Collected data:
--------
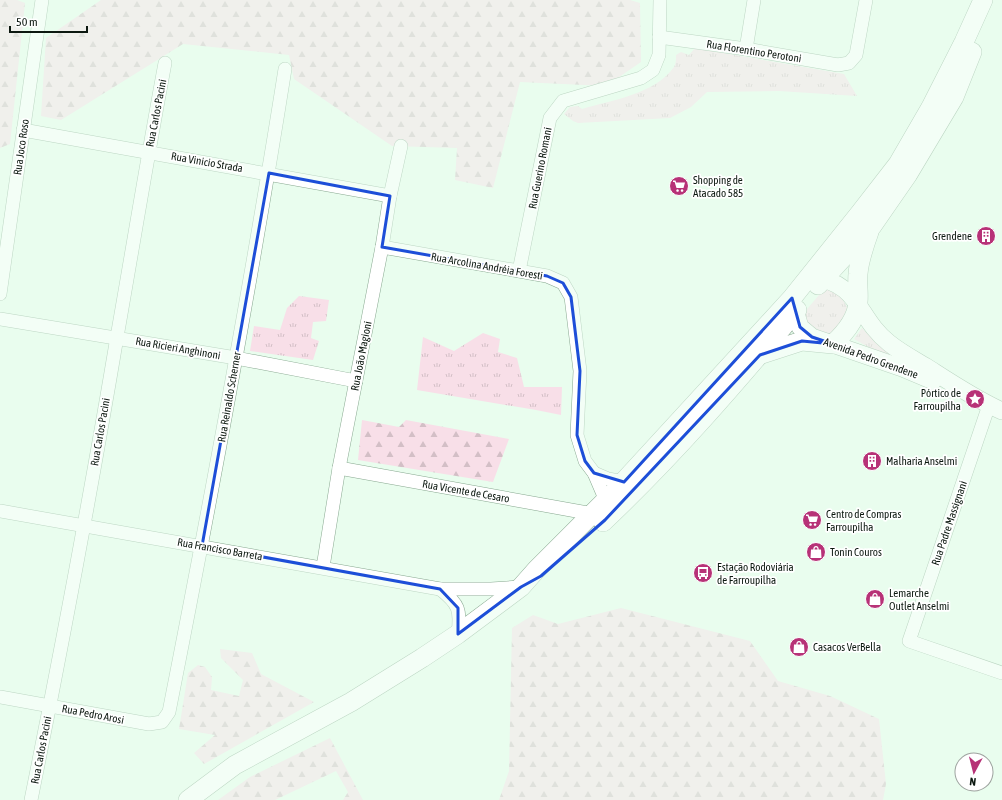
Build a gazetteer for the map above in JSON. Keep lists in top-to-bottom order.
{
  "streets": {
    "main road": ["Avenida Pedro Grendene"],
    "street": [
      "Rua Florentino Perotoni",
      "Rua Carlos Pacini",
      "Rua Joco Roso",
      "Rua Vinicio Strada",
      "Rua Guerino Romani",
      "Rua Arcolina Andréia Foresti",
      "Rua Ricieri Anghinoni",
      "Rua João Magioni",
      "Rua Reinaldo Scherner",
      "Rua Vicente de Cesaro",
      "Rua Padre Massignani",
      "Rua Francisco Barreta",
      "Rua Pedro Arosi"
    ]
  },
  "crossings": [
    ["Rua Florentino Perotoni", "Rua Guerino Romani"],
    ["Rua Carlos Pacini", "Rua Vinicio Strada"],
    ["Rua Carlos Pacini", "Rua Ricieri Anghinoni"],
    ["Rua Carlos Pacini", "Rua Francisco Barreta"],
    ["Rua Carlos Pacini", "Rua Pedro Arosi"],
    ["Rua Joco Roso", "Rua Vinicio Strada"],
    ["Rua Vinicio Strada", "Rua João Magioni"],
    ["Rua Vinicio Strada", "Rua Reinaldo Scherner"],
    ["Rua Guerino Romani", "Rua Arcolina Andréia Foresti"],
    ["Rua Arcolina Andréia Foresti", "Rua João Magioni"],
    ["Rua Arcolina Andréia Foresti", "Rua Vicente de Cesaro"],
    ["Rua Ricieri Anghinoni", "Rua João Magioni"],
    ["Rua Ricieri Anghinoni", "Rua Reinaldo Scherner"],
    ["Rua João Magioni", "Rua Vicente de Cesaro"],
    ["Rua João Magioni", "Rua Francisco Barreta"],
    ["Avenida Pedro Grendene", "Rua Padre Massignani"],
    ["Rua Reinaldo Scherner", "Rua Francisco Barreta"],
    ["Rua Reinaldo Scherner", "Rua Pedro Arosi"]
  ],
  "places": {
    "supermarket": ["Shopping de Atacado 585", "Centro de Compras Farroupilha"],
    "building": ["Grendene", "Malharia Anselmi"],
    "place": ["Pórtico de Farroupilha"],
    "shop": ["Tonin Couros", "Lemarche Outlet Anselmi", "Casacos VerBella"],
    "bus stop": ["Estação Rodoviária de Farroupilha"]
  },
  "scale_bar": "50 m",
  "north": "bottom"
}
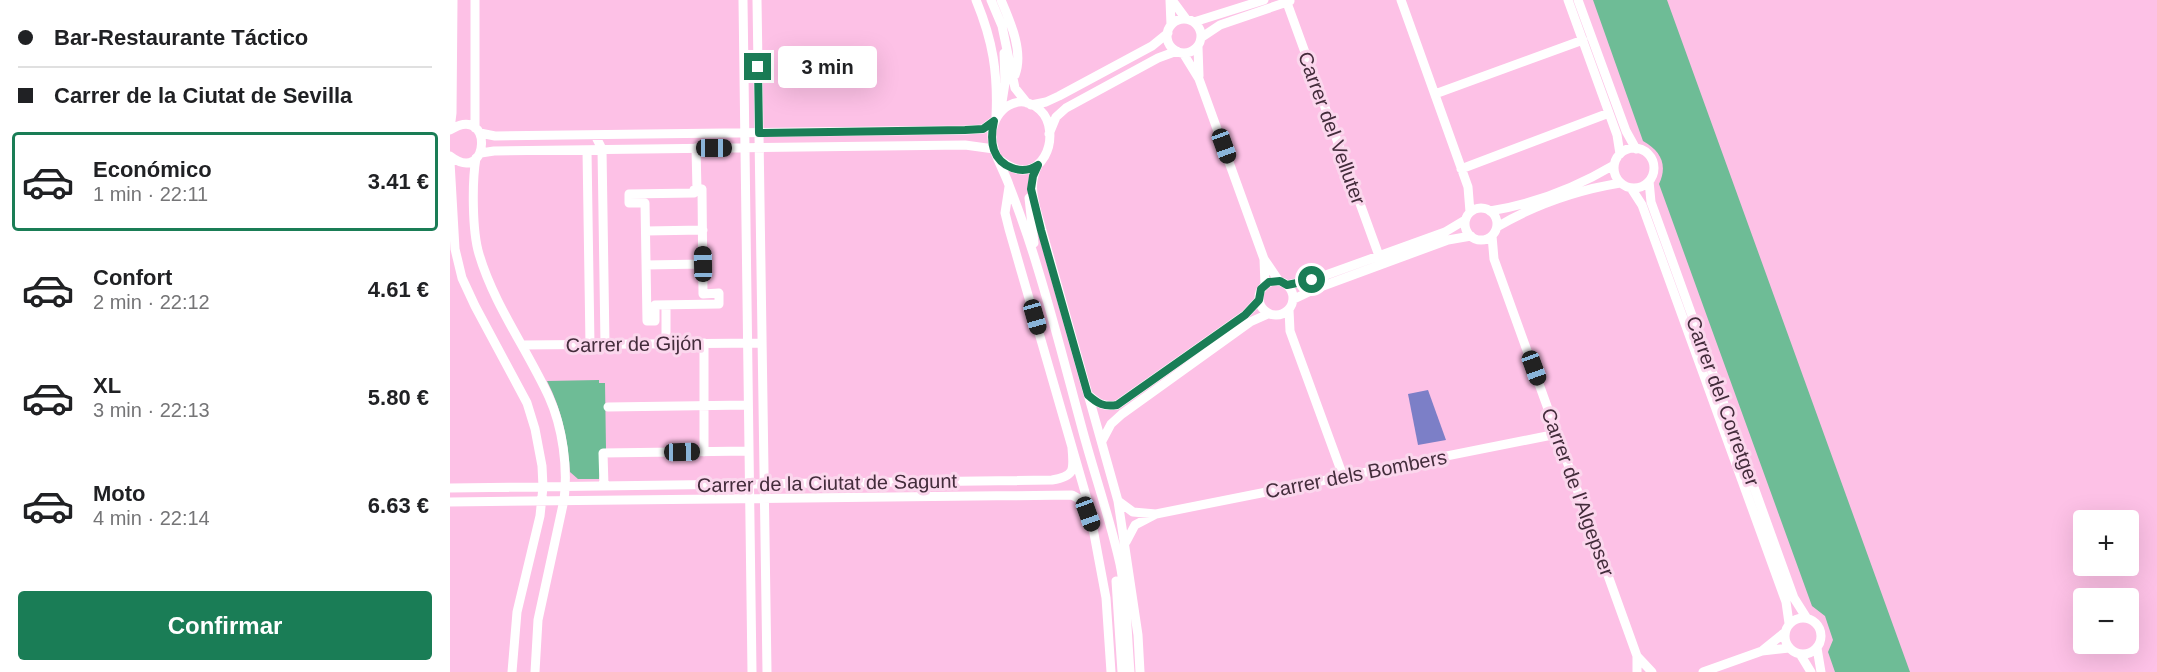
--------
Find every line of the records holding "Pacini". Answer with the count alone.

5